TO DO:
What is the number of lines below that include the string "Ilhéus"? Provide that number alone.

===== INPUT MATERIAL =====

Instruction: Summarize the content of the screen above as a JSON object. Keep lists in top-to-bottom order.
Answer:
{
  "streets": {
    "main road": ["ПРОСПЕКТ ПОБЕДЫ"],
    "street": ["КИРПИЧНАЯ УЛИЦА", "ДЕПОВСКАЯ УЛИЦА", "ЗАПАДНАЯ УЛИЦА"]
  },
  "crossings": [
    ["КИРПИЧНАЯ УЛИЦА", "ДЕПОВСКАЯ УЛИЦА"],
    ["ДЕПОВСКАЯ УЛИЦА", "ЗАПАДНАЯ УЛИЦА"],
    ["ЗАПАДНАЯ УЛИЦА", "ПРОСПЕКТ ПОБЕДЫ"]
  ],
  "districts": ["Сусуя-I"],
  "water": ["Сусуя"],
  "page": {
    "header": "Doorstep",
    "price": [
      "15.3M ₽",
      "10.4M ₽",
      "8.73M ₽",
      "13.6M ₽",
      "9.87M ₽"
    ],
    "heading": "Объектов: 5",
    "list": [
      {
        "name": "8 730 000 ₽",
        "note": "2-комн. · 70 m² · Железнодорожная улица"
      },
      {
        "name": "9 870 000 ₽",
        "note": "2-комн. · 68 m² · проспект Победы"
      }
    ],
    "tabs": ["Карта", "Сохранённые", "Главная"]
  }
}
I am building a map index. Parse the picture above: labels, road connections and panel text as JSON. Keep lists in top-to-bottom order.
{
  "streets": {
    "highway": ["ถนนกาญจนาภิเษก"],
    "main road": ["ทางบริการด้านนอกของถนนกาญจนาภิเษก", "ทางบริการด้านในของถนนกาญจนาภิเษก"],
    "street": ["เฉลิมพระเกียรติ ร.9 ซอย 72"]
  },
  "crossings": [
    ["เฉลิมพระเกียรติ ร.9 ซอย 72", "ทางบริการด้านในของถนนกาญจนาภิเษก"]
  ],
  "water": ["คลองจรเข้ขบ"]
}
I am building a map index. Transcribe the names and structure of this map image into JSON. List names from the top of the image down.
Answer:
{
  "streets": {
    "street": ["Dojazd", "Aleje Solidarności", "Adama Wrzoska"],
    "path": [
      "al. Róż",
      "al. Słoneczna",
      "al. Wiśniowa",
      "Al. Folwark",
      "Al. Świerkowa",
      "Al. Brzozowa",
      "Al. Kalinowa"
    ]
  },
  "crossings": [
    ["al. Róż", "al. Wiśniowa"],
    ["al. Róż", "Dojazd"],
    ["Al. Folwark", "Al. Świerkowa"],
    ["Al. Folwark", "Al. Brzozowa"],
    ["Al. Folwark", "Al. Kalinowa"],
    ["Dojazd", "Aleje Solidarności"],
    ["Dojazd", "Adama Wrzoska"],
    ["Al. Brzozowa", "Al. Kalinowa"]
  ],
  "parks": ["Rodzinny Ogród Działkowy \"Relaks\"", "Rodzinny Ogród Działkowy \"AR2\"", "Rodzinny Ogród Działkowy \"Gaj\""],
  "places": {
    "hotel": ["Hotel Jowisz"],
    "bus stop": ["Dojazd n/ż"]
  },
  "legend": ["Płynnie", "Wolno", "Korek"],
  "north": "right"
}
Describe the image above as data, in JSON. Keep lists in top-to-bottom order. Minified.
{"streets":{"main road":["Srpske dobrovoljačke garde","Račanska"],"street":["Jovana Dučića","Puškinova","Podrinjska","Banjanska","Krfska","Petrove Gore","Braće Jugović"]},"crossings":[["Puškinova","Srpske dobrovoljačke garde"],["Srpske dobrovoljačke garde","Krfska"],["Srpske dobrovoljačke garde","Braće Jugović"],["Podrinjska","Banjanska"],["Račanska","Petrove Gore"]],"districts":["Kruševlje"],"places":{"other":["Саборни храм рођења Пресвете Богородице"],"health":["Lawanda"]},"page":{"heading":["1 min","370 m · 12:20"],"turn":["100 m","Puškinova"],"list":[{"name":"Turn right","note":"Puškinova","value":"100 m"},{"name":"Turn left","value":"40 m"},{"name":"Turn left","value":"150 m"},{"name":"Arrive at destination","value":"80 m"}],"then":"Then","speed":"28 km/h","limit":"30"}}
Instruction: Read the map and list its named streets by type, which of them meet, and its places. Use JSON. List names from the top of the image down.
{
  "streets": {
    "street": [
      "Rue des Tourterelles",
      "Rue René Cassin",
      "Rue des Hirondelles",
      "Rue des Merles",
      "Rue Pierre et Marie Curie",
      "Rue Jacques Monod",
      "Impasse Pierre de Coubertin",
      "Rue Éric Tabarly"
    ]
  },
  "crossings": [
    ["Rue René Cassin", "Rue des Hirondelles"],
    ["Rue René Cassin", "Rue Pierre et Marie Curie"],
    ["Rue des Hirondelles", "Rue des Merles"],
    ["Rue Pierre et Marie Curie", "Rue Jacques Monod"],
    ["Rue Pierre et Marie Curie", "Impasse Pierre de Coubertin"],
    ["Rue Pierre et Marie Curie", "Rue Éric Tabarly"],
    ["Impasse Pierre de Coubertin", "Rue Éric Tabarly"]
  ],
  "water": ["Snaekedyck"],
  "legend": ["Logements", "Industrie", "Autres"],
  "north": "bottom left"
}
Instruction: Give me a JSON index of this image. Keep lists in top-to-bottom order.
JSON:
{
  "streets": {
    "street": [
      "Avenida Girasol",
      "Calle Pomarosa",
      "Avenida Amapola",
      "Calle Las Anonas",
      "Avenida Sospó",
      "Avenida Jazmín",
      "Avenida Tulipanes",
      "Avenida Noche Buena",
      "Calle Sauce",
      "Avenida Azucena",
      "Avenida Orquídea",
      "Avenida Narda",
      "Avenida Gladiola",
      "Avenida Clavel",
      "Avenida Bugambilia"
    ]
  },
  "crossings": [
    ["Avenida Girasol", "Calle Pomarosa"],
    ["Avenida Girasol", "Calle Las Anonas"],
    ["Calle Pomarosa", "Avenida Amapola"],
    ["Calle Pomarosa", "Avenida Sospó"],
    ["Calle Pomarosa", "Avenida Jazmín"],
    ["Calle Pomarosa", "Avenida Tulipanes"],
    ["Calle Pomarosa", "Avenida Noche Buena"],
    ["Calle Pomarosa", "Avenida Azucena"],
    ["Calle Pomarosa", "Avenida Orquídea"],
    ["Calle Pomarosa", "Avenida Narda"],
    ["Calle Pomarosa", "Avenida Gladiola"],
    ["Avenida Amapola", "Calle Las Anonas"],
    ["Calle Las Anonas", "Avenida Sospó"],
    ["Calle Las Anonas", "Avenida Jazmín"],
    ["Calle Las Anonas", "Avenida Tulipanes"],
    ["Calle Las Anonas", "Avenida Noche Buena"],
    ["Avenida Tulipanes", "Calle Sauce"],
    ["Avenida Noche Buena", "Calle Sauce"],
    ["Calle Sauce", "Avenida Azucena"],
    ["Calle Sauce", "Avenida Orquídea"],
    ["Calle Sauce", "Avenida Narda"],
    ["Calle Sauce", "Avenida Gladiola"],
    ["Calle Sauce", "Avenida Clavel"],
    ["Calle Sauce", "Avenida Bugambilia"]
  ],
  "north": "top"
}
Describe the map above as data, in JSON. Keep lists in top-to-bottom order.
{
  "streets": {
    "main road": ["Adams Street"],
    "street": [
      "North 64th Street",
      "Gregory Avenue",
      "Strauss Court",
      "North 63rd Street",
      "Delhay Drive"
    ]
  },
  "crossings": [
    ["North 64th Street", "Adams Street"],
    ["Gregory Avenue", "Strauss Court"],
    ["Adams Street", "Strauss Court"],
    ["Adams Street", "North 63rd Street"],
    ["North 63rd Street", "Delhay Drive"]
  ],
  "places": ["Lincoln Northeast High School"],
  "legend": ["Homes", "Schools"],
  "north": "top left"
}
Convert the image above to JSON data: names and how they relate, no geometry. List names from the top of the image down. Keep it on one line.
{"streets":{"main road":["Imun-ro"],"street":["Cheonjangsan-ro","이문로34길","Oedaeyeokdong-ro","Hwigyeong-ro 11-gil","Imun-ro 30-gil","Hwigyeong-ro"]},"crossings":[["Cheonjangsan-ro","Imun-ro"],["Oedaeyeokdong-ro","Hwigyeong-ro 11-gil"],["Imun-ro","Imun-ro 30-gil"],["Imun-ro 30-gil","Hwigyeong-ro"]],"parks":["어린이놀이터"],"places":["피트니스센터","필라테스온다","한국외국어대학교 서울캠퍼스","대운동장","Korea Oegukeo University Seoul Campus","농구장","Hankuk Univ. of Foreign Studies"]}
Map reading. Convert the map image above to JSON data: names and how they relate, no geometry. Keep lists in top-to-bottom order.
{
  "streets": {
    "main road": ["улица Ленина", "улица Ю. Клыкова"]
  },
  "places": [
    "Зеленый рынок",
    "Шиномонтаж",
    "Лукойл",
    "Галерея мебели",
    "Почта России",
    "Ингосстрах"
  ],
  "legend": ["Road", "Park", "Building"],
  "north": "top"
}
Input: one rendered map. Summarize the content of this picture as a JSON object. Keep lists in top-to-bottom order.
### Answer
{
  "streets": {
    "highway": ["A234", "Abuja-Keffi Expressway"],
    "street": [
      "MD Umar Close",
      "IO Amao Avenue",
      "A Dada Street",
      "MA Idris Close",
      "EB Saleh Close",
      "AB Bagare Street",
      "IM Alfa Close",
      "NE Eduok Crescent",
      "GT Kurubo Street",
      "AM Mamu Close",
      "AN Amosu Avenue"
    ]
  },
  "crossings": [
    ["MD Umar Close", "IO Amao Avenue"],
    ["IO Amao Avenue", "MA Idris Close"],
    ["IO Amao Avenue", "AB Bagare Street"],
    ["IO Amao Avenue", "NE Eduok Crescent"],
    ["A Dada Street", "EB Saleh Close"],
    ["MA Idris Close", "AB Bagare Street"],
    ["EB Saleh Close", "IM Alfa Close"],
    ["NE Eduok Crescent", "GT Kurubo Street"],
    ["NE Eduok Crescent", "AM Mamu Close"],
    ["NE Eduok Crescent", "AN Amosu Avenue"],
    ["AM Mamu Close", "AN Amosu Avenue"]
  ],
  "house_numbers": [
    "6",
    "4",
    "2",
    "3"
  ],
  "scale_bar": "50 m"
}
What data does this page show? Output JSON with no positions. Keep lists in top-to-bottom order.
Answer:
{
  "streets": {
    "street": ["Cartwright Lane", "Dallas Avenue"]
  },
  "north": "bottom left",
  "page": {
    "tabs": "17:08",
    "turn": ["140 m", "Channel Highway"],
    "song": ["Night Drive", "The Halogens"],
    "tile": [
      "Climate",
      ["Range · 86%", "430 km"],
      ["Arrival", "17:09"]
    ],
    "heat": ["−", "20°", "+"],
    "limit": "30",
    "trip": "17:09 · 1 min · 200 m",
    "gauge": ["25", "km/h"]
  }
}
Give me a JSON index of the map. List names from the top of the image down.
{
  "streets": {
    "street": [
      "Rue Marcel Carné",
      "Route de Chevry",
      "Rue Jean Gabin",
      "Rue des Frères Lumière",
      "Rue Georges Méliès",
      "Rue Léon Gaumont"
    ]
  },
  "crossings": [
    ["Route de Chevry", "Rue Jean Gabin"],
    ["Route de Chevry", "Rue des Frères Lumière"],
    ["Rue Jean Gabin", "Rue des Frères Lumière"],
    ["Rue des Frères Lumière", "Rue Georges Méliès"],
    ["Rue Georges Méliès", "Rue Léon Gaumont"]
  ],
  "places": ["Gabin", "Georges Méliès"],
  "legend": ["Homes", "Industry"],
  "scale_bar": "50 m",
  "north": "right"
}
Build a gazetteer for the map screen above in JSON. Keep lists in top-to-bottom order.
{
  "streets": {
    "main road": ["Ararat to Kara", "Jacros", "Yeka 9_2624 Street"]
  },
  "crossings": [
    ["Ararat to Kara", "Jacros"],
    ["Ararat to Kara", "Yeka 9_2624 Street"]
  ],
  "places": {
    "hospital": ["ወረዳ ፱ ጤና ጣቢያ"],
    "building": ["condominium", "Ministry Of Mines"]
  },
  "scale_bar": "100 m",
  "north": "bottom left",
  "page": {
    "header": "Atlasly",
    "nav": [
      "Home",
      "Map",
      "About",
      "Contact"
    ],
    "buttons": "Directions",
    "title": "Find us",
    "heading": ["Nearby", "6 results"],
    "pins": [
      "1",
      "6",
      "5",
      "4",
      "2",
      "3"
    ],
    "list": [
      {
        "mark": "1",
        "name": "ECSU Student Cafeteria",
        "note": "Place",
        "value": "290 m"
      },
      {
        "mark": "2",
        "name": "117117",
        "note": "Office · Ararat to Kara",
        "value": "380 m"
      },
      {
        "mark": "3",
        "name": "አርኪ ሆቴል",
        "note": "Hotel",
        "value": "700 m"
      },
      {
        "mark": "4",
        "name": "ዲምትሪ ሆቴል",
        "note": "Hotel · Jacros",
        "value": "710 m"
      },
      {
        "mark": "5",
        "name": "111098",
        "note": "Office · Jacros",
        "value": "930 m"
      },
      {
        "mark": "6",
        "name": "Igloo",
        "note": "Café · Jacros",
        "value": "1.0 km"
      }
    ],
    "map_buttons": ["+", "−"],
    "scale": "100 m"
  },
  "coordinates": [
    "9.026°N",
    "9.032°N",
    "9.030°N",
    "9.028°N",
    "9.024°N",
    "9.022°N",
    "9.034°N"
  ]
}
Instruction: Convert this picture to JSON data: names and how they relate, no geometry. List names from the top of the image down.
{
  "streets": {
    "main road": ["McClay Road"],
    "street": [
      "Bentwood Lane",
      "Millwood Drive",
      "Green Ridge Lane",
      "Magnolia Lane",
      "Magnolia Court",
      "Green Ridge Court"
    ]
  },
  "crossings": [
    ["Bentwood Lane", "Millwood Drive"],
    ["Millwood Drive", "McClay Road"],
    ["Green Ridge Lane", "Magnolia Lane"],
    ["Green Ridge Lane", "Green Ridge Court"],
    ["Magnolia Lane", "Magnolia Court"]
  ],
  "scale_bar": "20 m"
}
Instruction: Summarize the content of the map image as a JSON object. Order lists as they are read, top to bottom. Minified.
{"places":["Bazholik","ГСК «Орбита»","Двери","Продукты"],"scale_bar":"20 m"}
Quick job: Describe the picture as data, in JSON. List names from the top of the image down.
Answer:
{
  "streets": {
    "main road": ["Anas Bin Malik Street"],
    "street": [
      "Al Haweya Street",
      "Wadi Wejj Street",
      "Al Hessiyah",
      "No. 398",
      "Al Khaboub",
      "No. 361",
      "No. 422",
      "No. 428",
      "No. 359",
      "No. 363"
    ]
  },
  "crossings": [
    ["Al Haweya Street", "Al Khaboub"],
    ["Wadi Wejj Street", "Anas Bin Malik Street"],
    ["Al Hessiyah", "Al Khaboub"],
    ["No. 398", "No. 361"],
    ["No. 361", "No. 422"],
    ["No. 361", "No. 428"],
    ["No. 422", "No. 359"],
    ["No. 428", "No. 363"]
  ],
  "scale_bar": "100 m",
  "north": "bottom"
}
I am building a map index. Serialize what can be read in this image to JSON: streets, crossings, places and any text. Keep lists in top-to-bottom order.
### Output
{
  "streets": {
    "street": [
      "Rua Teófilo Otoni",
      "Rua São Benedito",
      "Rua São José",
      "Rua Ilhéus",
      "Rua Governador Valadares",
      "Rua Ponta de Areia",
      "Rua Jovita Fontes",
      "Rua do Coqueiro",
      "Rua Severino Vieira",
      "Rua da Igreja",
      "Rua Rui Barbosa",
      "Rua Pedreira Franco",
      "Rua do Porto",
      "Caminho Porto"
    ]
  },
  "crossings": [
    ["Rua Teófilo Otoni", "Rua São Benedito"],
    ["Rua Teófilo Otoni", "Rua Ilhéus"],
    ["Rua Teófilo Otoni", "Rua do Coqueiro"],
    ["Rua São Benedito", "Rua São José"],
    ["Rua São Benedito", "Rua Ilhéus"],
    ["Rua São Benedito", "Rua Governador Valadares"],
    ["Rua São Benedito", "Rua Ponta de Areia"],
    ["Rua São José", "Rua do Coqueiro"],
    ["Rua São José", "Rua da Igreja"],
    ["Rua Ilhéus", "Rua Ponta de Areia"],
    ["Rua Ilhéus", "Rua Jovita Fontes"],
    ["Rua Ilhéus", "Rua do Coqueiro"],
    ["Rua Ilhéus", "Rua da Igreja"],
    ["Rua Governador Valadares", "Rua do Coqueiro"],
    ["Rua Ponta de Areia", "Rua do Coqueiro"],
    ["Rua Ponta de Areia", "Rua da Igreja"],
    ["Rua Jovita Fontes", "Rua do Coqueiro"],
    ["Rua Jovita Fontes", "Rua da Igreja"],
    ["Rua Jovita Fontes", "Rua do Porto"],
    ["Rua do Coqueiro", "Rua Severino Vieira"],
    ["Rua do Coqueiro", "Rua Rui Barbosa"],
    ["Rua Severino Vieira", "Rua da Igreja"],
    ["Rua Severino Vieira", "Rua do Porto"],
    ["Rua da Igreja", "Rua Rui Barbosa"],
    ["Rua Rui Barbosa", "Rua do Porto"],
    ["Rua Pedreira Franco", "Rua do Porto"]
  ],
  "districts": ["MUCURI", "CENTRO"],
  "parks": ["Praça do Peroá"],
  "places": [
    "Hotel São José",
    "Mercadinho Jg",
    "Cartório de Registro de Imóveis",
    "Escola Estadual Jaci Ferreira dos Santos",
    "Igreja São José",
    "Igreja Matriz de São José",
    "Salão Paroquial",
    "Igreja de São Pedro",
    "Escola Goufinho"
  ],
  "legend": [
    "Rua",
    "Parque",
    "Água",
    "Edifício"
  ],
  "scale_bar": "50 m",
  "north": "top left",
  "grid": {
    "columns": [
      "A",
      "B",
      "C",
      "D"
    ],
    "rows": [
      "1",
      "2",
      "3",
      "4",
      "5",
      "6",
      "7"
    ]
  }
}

=====

EXERCISE RESPONSE:
7